--- RECORDS SUPPLIED ---
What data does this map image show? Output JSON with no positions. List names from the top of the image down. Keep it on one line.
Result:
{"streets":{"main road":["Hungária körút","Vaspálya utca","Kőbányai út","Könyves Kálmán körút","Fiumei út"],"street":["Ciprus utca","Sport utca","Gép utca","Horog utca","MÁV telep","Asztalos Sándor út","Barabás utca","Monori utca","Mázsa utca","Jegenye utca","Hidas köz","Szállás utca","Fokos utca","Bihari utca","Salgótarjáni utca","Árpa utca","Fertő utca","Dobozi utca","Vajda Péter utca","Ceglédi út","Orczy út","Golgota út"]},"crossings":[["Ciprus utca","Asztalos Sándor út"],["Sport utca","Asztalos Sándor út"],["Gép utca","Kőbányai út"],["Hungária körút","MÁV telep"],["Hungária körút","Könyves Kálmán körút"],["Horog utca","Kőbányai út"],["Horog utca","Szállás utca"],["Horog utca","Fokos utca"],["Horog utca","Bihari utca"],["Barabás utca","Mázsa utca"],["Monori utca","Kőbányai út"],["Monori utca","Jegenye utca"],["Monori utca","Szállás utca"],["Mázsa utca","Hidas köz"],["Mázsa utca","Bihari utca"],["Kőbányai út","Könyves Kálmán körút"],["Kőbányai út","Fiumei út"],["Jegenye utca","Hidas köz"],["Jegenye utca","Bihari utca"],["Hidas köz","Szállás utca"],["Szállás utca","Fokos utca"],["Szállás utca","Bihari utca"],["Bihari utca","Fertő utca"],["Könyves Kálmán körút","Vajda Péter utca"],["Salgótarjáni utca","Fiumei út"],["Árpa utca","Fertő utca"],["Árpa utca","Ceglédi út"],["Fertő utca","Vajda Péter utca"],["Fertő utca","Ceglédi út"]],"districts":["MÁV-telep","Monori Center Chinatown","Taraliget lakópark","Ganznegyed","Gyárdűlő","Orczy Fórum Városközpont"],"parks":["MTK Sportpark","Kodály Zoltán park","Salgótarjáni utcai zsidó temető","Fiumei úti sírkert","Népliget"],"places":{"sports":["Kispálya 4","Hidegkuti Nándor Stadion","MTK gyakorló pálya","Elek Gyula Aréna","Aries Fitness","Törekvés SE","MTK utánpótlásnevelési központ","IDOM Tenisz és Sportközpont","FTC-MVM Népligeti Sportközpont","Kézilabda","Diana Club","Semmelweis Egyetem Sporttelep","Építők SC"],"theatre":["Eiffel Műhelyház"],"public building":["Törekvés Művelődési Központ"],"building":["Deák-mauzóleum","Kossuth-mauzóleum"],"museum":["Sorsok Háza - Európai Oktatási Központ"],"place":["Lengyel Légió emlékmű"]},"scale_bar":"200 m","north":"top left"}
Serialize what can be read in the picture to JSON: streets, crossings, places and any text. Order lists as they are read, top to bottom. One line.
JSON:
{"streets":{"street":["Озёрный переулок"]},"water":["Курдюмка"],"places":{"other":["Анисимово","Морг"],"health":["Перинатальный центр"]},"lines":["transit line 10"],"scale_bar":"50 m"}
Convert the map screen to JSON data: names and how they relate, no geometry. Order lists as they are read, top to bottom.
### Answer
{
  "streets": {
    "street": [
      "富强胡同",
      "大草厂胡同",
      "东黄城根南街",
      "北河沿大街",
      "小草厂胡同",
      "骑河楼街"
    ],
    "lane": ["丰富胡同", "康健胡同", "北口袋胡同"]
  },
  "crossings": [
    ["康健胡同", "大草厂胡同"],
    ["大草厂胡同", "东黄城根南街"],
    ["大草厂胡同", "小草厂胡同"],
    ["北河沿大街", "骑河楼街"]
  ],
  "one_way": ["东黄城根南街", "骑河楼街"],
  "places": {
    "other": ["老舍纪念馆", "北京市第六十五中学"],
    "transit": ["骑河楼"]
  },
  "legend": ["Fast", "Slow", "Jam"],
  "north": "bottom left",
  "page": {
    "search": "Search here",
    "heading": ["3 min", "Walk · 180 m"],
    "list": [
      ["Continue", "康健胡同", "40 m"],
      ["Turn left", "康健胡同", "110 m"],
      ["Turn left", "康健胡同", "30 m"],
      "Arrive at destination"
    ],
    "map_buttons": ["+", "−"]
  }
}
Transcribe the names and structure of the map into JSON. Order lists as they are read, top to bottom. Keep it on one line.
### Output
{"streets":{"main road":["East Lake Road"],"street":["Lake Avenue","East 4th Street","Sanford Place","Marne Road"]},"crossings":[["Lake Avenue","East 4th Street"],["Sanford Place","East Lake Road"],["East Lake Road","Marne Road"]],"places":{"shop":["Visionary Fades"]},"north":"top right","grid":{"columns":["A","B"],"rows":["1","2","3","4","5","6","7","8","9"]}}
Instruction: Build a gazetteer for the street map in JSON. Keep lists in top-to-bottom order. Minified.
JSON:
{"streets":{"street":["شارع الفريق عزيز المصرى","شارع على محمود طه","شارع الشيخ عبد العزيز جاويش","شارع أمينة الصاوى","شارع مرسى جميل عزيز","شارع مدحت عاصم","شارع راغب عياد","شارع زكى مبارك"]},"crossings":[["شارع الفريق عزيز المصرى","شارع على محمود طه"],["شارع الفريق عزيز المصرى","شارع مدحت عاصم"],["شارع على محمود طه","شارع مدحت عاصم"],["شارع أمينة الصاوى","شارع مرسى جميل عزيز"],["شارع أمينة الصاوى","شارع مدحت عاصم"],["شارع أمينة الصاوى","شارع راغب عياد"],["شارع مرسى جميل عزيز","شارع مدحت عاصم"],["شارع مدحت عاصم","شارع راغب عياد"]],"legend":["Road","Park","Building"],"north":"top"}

--- ASSIGNMENT ---
Could you return all lines from the data above that contain the string "Output"?

--- EXERCISE RESULT ---
What data does this map image show? Output JSON with no positions. List names from the top of the image down. Keep it on one line.
### Output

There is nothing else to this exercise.